[DIRECTIONS] Among the entries below, find all lines that include "object" and copy them.

[Stored records]
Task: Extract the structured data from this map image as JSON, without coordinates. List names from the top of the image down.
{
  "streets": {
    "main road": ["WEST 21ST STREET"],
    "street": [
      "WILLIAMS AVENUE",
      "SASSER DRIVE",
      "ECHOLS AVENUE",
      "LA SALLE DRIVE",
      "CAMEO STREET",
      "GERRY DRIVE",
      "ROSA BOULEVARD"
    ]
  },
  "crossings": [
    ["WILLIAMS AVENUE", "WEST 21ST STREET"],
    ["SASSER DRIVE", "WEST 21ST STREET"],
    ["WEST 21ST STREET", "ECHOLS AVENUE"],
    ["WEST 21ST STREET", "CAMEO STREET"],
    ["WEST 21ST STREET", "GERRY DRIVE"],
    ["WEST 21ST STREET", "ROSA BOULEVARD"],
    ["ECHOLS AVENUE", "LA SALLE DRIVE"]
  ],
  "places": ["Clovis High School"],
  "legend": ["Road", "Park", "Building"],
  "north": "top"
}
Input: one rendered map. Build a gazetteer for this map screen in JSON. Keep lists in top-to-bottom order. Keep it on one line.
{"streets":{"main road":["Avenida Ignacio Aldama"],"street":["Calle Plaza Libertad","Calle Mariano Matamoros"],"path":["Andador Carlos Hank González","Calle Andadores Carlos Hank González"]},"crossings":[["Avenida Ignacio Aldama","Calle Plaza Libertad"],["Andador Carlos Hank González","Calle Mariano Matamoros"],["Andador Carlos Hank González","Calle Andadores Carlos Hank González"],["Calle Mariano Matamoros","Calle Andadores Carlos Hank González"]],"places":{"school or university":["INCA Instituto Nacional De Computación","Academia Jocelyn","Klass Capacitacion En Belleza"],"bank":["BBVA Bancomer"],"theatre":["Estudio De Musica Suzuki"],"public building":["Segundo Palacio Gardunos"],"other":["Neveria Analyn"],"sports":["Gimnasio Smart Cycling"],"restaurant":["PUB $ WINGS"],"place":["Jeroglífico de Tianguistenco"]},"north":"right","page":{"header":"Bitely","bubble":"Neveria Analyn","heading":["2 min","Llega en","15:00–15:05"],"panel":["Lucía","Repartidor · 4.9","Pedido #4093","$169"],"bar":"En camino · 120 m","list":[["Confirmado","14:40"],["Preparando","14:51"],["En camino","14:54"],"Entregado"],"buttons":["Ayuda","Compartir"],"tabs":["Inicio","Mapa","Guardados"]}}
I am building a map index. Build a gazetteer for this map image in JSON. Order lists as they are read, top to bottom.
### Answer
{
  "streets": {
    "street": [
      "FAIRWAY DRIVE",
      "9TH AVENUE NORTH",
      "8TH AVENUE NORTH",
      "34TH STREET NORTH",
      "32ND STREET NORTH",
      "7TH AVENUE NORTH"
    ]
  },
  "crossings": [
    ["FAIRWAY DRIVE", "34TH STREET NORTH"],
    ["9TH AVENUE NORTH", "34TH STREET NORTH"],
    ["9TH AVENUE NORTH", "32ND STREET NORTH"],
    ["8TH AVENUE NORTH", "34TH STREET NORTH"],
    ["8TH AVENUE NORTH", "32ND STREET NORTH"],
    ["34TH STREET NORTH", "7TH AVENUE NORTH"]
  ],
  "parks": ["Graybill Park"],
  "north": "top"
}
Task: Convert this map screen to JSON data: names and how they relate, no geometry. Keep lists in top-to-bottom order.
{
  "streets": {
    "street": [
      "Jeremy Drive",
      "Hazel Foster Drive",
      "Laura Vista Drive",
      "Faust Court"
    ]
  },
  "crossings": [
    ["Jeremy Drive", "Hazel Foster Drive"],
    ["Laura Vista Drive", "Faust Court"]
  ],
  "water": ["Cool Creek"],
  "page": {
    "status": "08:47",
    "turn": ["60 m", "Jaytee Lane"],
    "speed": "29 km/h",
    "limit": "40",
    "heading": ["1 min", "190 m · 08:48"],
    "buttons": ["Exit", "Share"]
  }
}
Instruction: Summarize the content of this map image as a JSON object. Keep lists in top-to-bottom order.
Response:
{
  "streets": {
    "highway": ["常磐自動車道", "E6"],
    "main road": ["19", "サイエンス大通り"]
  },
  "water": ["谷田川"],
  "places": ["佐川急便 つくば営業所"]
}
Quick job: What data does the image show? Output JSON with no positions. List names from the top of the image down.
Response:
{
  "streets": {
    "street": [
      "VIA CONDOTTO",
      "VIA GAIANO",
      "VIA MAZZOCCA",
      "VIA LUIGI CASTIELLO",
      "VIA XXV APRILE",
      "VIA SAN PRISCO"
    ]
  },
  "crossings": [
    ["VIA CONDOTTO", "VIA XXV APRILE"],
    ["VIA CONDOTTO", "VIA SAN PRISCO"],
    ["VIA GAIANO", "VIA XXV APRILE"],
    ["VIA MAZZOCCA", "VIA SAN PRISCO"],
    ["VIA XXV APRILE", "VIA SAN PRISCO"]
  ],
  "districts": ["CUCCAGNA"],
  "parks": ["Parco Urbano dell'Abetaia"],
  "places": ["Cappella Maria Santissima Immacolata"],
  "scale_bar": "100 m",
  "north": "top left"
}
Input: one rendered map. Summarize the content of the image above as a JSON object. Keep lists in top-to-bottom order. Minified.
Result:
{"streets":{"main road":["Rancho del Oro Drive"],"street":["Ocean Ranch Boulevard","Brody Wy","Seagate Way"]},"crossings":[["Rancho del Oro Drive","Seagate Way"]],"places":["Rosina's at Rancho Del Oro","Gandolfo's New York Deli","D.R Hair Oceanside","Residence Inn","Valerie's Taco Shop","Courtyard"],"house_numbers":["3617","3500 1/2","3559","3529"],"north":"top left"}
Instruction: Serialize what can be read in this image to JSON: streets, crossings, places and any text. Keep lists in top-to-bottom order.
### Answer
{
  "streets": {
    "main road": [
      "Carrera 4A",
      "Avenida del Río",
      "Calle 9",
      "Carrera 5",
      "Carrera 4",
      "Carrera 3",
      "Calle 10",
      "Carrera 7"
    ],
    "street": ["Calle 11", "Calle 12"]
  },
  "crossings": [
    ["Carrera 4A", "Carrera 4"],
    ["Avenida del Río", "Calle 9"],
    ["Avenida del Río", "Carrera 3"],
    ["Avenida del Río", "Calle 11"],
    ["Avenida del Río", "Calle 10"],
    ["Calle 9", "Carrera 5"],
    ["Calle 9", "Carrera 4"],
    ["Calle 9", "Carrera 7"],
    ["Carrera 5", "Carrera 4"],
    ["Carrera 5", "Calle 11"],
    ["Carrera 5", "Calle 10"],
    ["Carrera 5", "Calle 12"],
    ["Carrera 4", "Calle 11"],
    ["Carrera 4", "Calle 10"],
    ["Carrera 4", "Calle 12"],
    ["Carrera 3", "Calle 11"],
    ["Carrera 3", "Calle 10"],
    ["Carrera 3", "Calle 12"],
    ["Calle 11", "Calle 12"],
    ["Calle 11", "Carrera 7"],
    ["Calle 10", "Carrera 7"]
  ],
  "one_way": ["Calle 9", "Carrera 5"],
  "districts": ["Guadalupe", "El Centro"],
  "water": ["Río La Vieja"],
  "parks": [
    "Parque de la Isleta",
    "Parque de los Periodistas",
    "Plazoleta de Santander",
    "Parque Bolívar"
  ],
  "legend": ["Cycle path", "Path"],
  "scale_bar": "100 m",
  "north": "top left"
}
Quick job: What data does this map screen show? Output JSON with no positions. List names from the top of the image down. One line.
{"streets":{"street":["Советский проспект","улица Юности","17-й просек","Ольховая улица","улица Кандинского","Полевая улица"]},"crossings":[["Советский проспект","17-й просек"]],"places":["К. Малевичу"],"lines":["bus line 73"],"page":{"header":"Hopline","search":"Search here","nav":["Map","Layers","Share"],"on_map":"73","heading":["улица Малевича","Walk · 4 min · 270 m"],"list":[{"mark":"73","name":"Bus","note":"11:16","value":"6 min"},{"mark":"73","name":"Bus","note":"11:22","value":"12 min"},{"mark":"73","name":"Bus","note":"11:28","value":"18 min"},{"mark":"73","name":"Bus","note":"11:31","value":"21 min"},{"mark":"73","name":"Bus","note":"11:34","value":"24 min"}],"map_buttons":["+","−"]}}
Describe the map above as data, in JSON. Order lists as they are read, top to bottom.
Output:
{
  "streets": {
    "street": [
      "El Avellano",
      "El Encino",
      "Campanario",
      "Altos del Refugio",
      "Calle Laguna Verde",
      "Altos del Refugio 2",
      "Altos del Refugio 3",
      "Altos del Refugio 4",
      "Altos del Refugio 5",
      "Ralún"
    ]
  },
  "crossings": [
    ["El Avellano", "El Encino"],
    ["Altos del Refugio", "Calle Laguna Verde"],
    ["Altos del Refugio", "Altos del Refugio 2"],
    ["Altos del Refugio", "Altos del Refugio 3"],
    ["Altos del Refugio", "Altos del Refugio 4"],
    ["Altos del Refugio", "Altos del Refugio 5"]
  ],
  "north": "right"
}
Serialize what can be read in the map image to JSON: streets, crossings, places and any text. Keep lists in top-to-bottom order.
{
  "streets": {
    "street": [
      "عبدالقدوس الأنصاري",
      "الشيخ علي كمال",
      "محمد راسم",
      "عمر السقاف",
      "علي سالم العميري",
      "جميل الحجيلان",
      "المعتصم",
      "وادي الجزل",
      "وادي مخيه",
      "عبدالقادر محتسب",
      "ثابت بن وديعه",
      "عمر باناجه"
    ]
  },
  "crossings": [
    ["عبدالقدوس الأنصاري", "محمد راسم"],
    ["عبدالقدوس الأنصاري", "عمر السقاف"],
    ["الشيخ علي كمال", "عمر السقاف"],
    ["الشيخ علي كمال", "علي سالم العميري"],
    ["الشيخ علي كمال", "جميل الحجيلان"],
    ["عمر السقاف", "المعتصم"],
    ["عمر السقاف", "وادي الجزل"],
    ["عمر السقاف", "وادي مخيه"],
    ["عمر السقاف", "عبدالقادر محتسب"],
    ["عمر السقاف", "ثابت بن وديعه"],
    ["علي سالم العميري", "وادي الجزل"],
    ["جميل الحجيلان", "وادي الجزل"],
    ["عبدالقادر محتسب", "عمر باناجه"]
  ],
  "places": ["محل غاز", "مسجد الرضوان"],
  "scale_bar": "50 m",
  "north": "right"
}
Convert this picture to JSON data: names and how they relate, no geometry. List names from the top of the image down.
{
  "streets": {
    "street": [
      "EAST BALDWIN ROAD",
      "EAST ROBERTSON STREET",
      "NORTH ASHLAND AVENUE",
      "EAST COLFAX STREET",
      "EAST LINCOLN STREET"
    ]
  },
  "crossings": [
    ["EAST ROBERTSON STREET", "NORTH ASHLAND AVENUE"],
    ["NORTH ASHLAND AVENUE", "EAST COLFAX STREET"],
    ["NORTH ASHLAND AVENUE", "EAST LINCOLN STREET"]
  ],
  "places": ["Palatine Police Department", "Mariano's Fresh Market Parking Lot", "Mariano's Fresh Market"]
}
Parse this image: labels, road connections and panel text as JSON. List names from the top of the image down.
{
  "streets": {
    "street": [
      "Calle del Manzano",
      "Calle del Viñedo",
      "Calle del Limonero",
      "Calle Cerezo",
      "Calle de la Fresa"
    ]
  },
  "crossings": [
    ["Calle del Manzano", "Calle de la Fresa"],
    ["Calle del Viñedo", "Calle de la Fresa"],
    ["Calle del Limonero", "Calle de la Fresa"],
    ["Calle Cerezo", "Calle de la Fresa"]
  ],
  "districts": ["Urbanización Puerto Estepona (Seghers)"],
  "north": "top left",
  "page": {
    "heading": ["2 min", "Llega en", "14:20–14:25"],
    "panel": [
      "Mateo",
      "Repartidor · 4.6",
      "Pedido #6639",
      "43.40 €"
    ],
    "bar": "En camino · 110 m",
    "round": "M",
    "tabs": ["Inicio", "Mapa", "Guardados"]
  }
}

[RESPONSE BOX]
Instruction: Summarize the content of this map image as a JSON object. Keep lists in top-to-bottom order.
Input: one rendered map. Summarize the content of the image above as a JSON object. Keep lists in top-to-bottom order. Minified.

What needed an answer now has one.